(Dataset records)
···

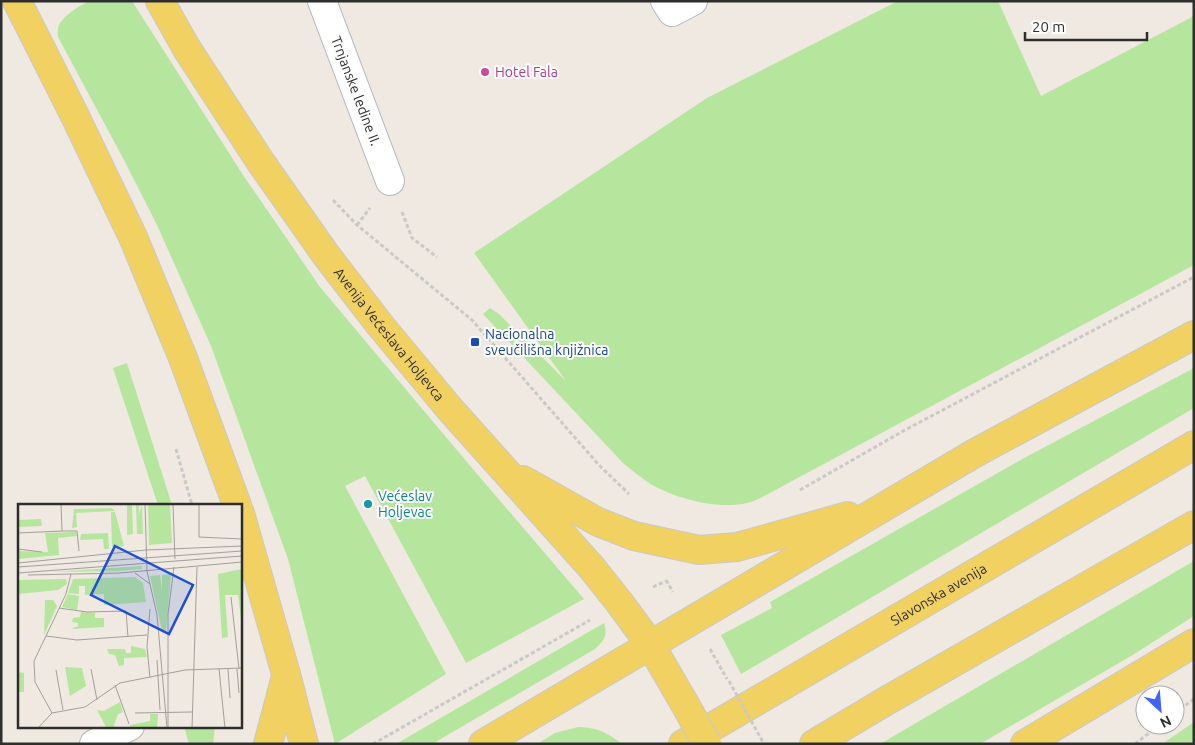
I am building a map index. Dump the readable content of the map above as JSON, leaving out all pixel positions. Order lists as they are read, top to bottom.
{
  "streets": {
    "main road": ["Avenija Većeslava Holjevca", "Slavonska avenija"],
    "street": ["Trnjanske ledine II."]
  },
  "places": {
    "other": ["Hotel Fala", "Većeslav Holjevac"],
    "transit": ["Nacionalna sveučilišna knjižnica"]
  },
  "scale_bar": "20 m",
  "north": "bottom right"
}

···

EXERCISE:
From the first line to the last, output the records exactly without pictures.

PROBLEM SOLUTION:
I am building a map index. Dump the readable content of the map above as JSON, leaving out all pixel positions. Order lists as they are read, top to bottom.
{
  "streets": {
    "main road": ["Avenija Većeslava Holjevca", "Slavonska avenija"],
    "street": ["Trnjanske ledine II."]
  },
  "places": {
    "other": ["Hotel Fala", "Većeslav Holjevac"],
    "transit": ["Nacionalna sveučilišna knjižnica"]
  },
  "scale_bar": "20 m",
  "north": "bottom right"
}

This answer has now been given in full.